Sunday, August 4, 2013
The Ice Queen by Alice Hoffman
Published April 2005 by Little, Brown, and Company
Source: this one belongs to me
Be careful what you wish for. A small town librarian lives a quiet life without much excitement. One day, she mutters and idle wish and, while standing in her house, is struck by lightning. But instead of ending her life, this cataclysmic event sparks it into a new beginning. She goes in search of Lazarus Jones, a fellow survivor who was struck dead, then simply got up and walked away. Perhaps this stranger who has seen death face to face can teach her to live without fear. When she finds him he is opposite, a burning man whose breath can boil water and whose touch scorches.

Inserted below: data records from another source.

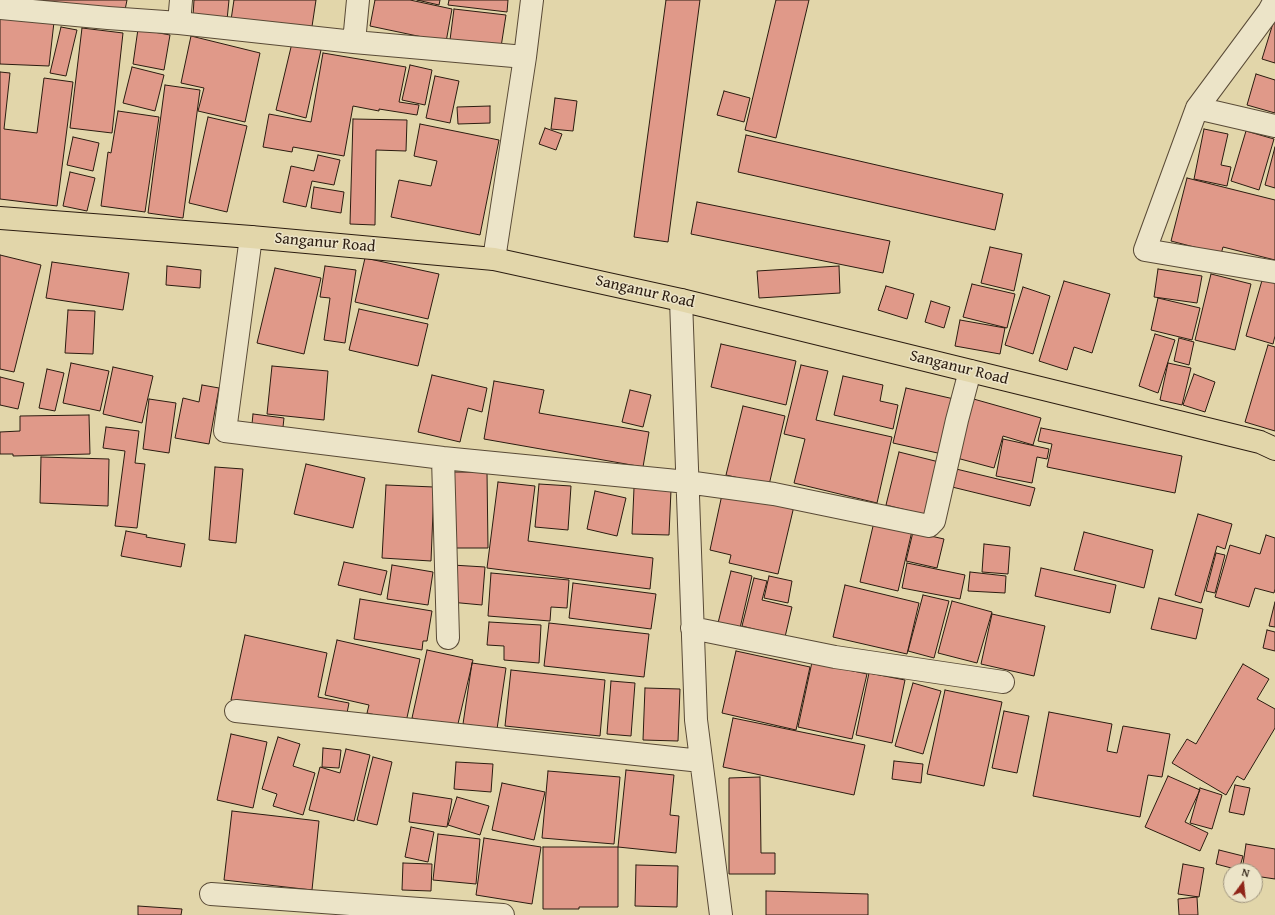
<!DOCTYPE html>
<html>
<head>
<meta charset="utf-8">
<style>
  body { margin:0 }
  #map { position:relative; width:1275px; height:915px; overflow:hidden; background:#e2d6aa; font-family:"Gentium Book Plus",serif }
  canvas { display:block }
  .north { position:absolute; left:1223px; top:863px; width:40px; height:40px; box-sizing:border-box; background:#ece4c8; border:1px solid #9f947e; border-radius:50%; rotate:15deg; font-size:11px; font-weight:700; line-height:16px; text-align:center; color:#2b1c10 }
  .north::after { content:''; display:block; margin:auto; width:14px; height:18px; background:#8f2418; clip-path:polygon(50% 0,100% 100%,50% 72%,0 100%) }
</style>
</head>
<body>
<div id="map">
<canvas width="1275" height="915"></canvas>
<div class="north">N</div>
</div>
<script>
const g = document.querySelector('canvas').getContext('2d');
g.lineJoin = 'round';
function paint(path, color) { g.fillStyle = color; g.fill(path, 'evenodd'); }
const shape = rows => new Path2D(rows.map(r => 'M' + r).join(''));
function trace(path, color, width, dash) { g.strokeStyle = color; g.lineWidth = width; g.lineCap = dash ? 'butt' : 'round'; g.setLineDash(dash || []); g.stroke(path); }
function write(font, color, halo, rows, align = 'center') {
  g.font = font + ' "Gentium Book Plus",serif'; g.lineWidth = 3; g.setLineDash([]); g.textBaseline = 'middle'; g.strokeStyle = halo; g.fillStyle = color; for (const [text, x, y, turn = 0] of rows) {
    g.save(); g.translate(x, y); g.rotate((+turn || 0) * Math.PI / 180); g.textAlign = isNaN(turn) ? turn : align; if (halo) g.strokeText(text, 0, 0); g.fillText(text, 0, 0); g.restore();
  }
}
const building = shape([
  [37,0,127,0,125,10,37,0],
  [194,0,229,0,227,20,193,16,194,0],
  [234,0,316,0,311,33,231,20,234,0],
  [375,0,410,0,452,9,446,42,370,26,375,0],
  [417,0,440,0,439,5,417,0],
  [449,0,508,0,507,12,448,5,449,0],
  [666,0,700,0,668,242,634,237,666,0],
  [776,0,809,0,776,138,745,130,776,0],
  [454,9,506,15,501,47,450,40,454,9],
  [0,17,54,22,49,66,0,64,0,17],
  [1274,20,1275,21,1275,63,1262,59,1274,20],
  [61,27,77,30,66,76,50,73,61,27],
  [82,28,123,33,112,133,70,128,82,28],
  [138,29,170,35,164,70,133,64,138,29],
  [191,36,260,53,245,122,198,111,204,88,181,83,191,36],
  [292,43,321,50,306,118,276,110,292,43],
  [323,53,406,67,399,102,419,105,417,115,379,109,379,111,353,106,344,156,293,147,292,152,263,147,269,114,311,122,323,53],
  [410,65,432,70,425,105,402,100,410,65],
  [132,67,164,75,155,111,123,103,132,67],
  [0,72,10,73,4,129,37,133,44,78,73,82,57,206,0,199,0,72],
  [1256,74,1275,80,1275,113,1247,105,1256,74],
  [435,76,459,81,450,123,426,118,435,76],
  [165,85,200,90,183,218,148,213,165,85],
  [724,91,750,98,744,122,717,115,724,91],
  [555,98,577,101,573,131,551,129,555,98],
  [490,106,490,123,458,124,457,107,490,106],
  [118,111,159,117,145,212,101,206,108,152,111,153,118,111],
  [208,117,247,126,227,212,189,203,208,117],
  [353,119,407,120,406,151,376,150,375,225,350,224,353,119],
  [420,124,499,140,480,235,391,217,399,180,431,186,437,161,414,156,420,124],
  [545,128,562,134,556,150,539,144,545,128],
  [1204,129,1228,134,1221,165,1231,167,1227,186,1194,179,1204,129],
  [1246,131,1274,139,1259,190,1231,181,1246,131],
  [746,135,1003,194,995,230,738,172,746,135],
  [73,137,99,143,93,171,67,165,73,137],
  [1275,147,1275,188,1265,185,1275,147],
  [318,155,340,160,334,185,312,181,306,207,283,202,291,166,314,171,318,155],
  [70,172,95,178,87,211,63,206,70,172],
  [1187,178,1275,200,1275,260,1223,247,1221,254,1171,241,1187,178],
  [314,187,344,192,341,213,311,208,314,187],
  [697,202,890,241,883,273,691,234,697,202],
  [990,247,1022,254,1014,291,981,283,990,247],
  [0,255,41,265,14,372,0,369,0,255],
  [365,258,439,274,428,319,355,302,365,258],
  [52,262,129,273,123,310,46,298,52,262],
  [167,266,201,270,200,288,166,285,167,266],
  [325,266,356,270,345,343,324,340,330,298,320,297,325,266],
  [839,266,840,293,759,298,757,271,839,266],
  [275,268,321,278,304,354,257,343,275,268],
  [1158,269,1202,276,1197,303,1154,297,1158,269],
  [1211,274,1251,284,1235,350,1195,340,1211,274],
  [1263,277,1275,280,1275,336,1273,344,1246,336,1263,277],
  [1064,281,1110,294,1092,353,1074,347,1067,370,1039,361,1064,281],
  [972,284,1015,294,1007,328,963,317,972,284],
  [886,286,914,294,907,319,878,310,886,286],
  [1023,287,1050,296,1033,354,1005,345,1023,287],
  [1158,298,1200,308,1192,340,1151,330,1158,298],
  [931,301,950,307,944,328,925,322,931,301],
  [359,309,428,324,418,366,349,350,359,309],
  [68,310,95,311,93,354,65,353,68,310],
  [960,320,1005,328,1000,354,955,346,960,320],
  [1155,334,1175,340,1158,393,1139,386,1155,334],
  [1179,338,1194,342,1189,365,1174,361,1179,338],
  [721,344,796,361,786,405,711,387,721,344],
  [1268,345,1275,347,1275,431,1245,422,1268,345],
  [71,363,109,371,100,411,63,403,71,363],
  [1168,363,1191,368,1182,405,1160,400,1168,363],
  [801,365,828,371,816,420,892,437,877,503,794,483,805,439,784,434,801,365],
  [272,366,328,371,324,420,267,414,272,366],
  [113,367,153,376,142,423,103,414,113,367],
  [47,369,64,373,55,411,39,408,47,369],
  [1194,374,1215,382,1205,412,1183,405,1194,374],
  [432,375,487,388,482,412,468,408,460,442,418,432,432,375],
  [843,376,883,385,880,401,898,405,893,429,834,415,843,376],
  [0,377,24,383,18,409,0,405,0,377],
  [494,381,544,390,539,413,649,432,643,467,484,439,494,381],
  [202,385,219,388,209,444,175,438,183,398,199,402,202,385],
  [906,388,954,399,942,454,893,443,906,388],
  [630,390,651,395,643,427,622,422,630,390],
  [970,398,1041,418,1033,445,1003,436,994,468,953,457,970,398],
  [149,399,176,403,169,453,143,449,149,399],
  [743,406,785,416,769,485,726,475,743,406],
  [253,414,284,418,283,427,252,424,253,414],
  [89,415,90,454,13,456,13,454,0,454,0,432,20,431,20,416,89,415],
  [106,427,139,431,135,463,145,464,137,528,115,526,125,451,103,448,106,427],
  [1041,428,1182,456,1175,493,1047,467,1052,444,1038,441,1041,428],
  [1003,439,1049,449,1047,459,1037,457,1032,483,996,476,1003,439],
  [899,452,943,463,930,516,886,505,899,452],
  [41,457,109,459,108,506,40,503,41,457],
  [306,464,365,478,353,528,294,514,306,464],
  [215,467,243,469,236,543,209,540,215,467],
  [952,468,1035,488,1030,506,948,486,952,468],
  [448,472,487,472,488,548,449,548,448,472],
  [498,482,535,486,528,541,653,558,650,589,487,568,498,482],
  [539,484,571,486,568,530,535,527,539,484],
  [386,485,434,487,431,561,382,558,386,485],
  [634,488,671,490,669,535,632,534,634,488],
  [723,490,794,506,778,574,729,563,731,555,710,550,723,490],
  [595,491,626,498,617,536,587,529,595,491],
  [1198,514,1232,524,1225,549,1217,546,1201,603,1175,595,1198,514],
  [874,522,912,531,898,591,860,582,874,522],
  [126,531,147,535,146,537,185,544,181,567,121,556,126,531],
  [913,532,944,539,937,568,906,561,913,532],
  [1084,532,1153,550,1144,588,1074,570,1084,532],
  [1266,535,1275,538,1275,589,1274,593,1255,588,1249,607,1215,597,1230,545,1260,554,1266,535],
  [984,544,1010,547,1008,574,982,572,984,544],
  [1216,553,1225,555,1215,593,1206,591,1216,553],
  [344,562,387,571,381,595,338,585,344,562],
  [907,563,965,575,960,599,902,588,907,563],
  [392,565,433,572,428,605,387,599,392,565],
  [452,565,485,567,482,605,450,602,452,565],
  [1041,568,1116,585,1110,613,1035,596,1041,568],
  [731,571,752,576,740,628,718,623,731,571],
  [970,572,1006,576,1005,593,968,591,970,572],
  [491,573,569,580,567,608,551,607,550,621,488,616,491,573],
  [769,576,792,581,788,603,764,598,769,576],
  [754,578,767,581,762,600,792,607,785,637,742,626,754,578],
  [573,583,656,594,651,629,569,618,573,583],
  [845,585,919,603,907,654,833,637,845,585],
  [923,595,949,601,934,658,908,651,923,595],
  [1159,598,1203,609,1196,639,1151,629,1159,598],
  [360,599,432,611,427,641,423,641,422,650,354,639,360,599],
  [952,601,992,612,977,663,938,653,952,601],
  [1275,602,1275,627,1269,626,1275,602],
  [992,614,1045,626,1034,676,981,664,992,614],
  [489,622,541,625,539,663,504,660,504,646,487,645,489,622],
  [549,623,649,634,644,677,544,666,549,623],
  [1267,630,1275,632,1275,651,1263,648,1267,630],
  [245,635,327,653,318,697,349,703,346,718,295,714,231,700,245,635],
  [337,640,420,659,406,722,367,713,369,705,325,695,337,640],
  [427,650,473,660,457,728,412,718,427,650],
  [736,651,810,667,796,730,722,713,736,651],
  [812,662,867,674,852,739,798,727,812,662],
  [472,663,506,668,497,729,463,724,472,663],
  [1243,664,1269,679,1257,699,1275,709,1275,728,1244,780,1237,776,1226,795,1172,763,1187,739,1196,744,1243,664],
  [511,670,605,680,600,736,505,726,511,670],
  [869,673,905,680,892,743,856,735,869,673],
  [611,681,635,683,631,736,607,734,611,681],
  [913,683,941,691,923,754,895,746,913,683],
  [645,688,680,689,678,741,643,740,645,688],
  [945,690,1002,702,984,786,927,774,945,690],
  [1004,711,1029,716,1017,773,992,768,1004,711],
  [1049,712,1112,724,1107,751,1117,753,1123,726,1170,734,1162,777,1148,775,1140,817,1033,796,1049,712],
  [733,718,865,745,854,795,723,767,733,718],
  [231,734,267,742,253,808,217,800,231,734],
  [278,737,300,744,293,766,315,773,303,815,273,806,277,794,262,789,278,737],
  [323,748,341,750,339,768,322,767,323,748],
  [346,749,370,755,354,821,309,810,320,767,340,773,346,749],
  [373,757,392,762,377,825,357,820,373,757],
  [894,761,923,764,921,783,892,779,894,761],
  [456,762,493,764,491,792,454,789,456,762],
  [626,770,674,775,670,815,679,816,676,853,618,847,626,770],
  [548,771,620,777,614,844,542,838,548,771],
  [1168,776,1200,790,1185,822,1208,833,1200,851,1145,827,1168,776],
  [760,777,761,853,775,853,775,874,729,874,729,778,760,777],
  [502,783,545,792,534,840,492,830,502,783],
  [1235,785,1250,788,1244,815,1229,812,1235,785],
  [1200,788,1222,795,1212,829,1190,823,1200,788],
  [413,793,452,799,447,827,409,822,413,793],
  [457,797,489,806,480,835,448,825,457,797],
  [232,811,319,821,312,890,224,880,232,811],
  [411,827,434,832,428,862,405,857,411,827],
  [438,834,480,839,476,884,433,880,438,834],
  [484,838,541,847,532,904,476,895,484,838],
  [1246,844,1275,849,1275,879,1255,876,1255,871,1242,871,1246,844],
  [543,847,618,847,618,907,579,907,579,909,543,909,543,847],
  [1219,850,1243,856,1239,870,1216,864,1219,850],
  [403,863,432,864,431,891,402,890,403,863],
  [1183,864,1204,868,1199,897,1178,894,1183,864],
  [636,865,678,866,677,907,635,906,636,865],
  [766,891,868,894,868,915,766,915,766,891],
  [1197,897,1198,915,1179,915,1178,899,1197,897],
  [138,906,182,909,181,915,138,915,138,906]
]);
const minor = shape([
  [1275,0,1269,11,1197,108,1275,126],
  [0,8,108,18,179,23,354,42,525,57],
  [179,23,181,0],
  [354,42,358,0],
  [1197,108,1145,250,1275,272],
  [251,237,225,431,443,458,687,482,774,494,929,526,934,521,957,420,970,371],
  [494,259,525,57,532,0],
  [681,300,696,720,721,915],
  [443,458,448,638],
  [692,628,835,657,1003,682],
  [236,711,701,761],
  [211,894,503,915]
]);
const major = shape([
  [0,218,251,237,494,259,681,300,1260,442,1275,449]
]);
const streetNames = [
  ["Sanganur Road",325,243,5],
  ["Sanganur Road",645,292,13],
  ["Sanganur Road",959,368,14]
];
paint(building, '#e09989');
trace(building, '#2b1c10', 1);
trace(minor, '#594a36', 24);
trace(major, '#2b1c10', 24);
trace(minor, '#ece4c8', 22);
trace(major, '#e2d6aa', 22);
write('16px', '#2b1c10', '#ece4c8', streetNames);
</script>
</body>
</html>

My goodness but that summary hardly scratches the surface of what this book is about. One would think, by reading it, that the nameless narrator (I strangely did not even notice until I sat down to write this review that we never know her name) is a perfectly ordinary person until the day she makes that wish. Other synopses say that after the lightening strike, it is as though our narrator is made of ice. But it's really only that she suddenly shows the physical manifestation of a condition she has internalized since she was a young girl and her mother was killed in a traffic accident. An accident she blames on herself because of another wish that she made. An accident that will turn the book's narrator into someone who never opens herself up to others. It's just as well for them; she is a cold person, preoccupied with death and unable to allow anyone to get close to her.
I've known about Alice Hoffman's writing since I first saw the film "Practical Magic" adapted from Hoffman's book of the same name. As much as I enjoy that movie, along the years, I've picked up several of her books but have never gotten around to reading them. Perhaps it was because I knew, or assumed I knew, that her books were bound to deal with the same magical realism found in "Practical Magic." Except of Isabel Allende's books, I have a problem with magical realism in my books. The Ice Queen has elements that stretch credulity but would hardly be considered magical. In fact it has much more the feel of a modern day fairy tale something Hoffman plays up as our narrator goes back again and again to the Grimm Brothers' fairy tales.
At just over 200 pages, the story is fast-paced covering more than thirty years of the narrator's life. I disliked her so much for a good chunk of that 200 pages that I couldn't imagine any way that Hoffman could make me care about what happened to her. Suddenly, I realized that gradually, without my even noticing it, I had started to care as little by little our narrator had started to thaw. Oh my goodness, how I love the ending of this book, so beautiful and something readers can't begin to seeing coming most of the book.
A word about the covers of this book: The cover shown at top is the cover for the hardcover edition. The second cover is from the paperback edition. They hardly seem to be covers that could belong to the same book, do they? Yet, they are both perfectly symbolic of this book. You must know you've made it as an author when your name starts appearing in larger type than the name of the book on covers.